GOAL OF THE EXERCISE: Leave every picture out, and print the full listing again exactly.

GIVEN DATA:

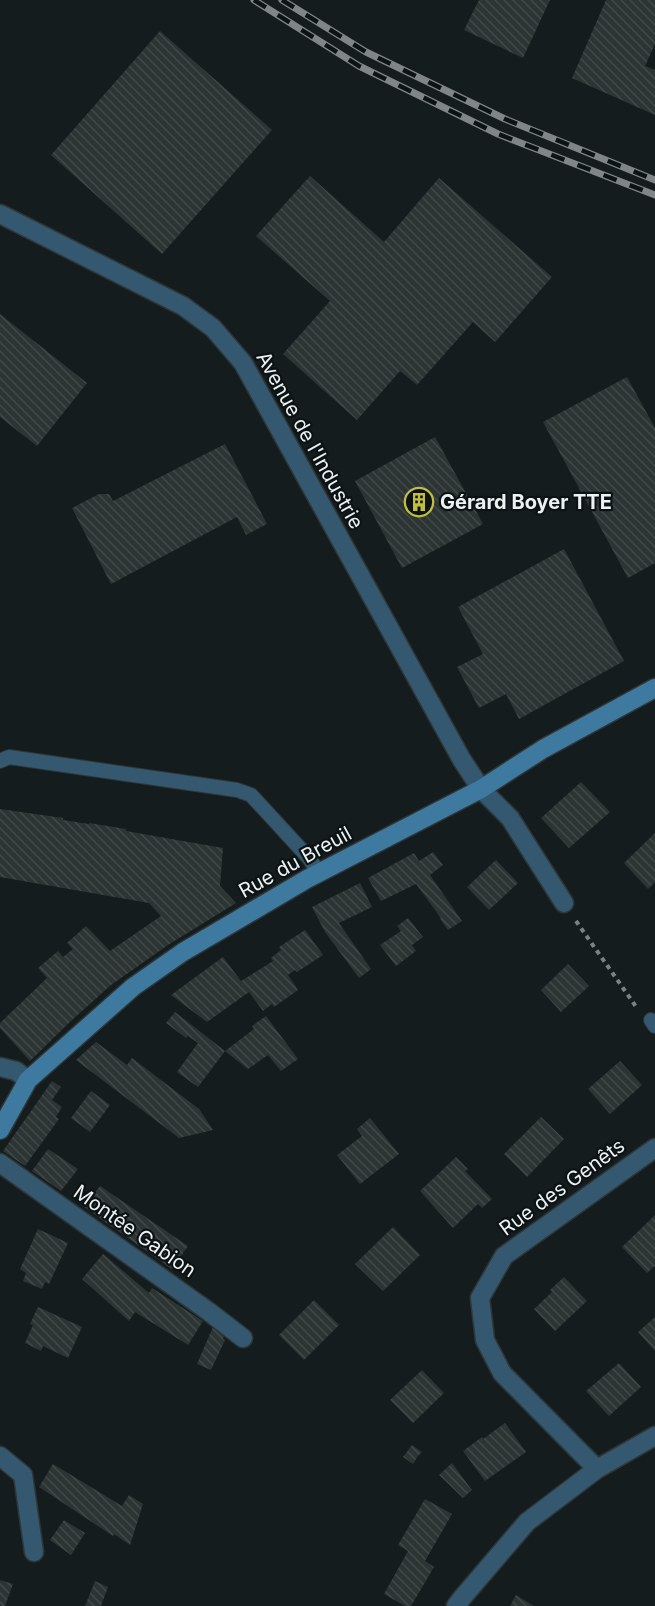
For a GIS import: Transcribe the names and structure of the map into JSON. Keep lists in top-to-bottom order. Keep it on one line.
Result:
{"streets":{"street":["Avenue de l'Industrie","Rue du Breuil","Rue des Genêts","Montée Gabion"]},"crossings":[["Avenue de l'Industrie","Rue du Breuil"]],"places":{"building":["Gérard Boyer TTE"]}}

RESPONSE TO THIS EXERCISE:
For a GIS import: Transcribe the names and structure of the map into JSON. Keep lists in top-to-bottom order. Keep it on one line.
Result:
{"streets":{"street":["Avenue de l'Industrie","Rue du Breuil","Rue des Genêts","Montée Gabion"]},"crossings":[["Avenue de l'Industrie","Rue du Breuil"]],"places":{"building":["Gérard Boyer TTE"]}}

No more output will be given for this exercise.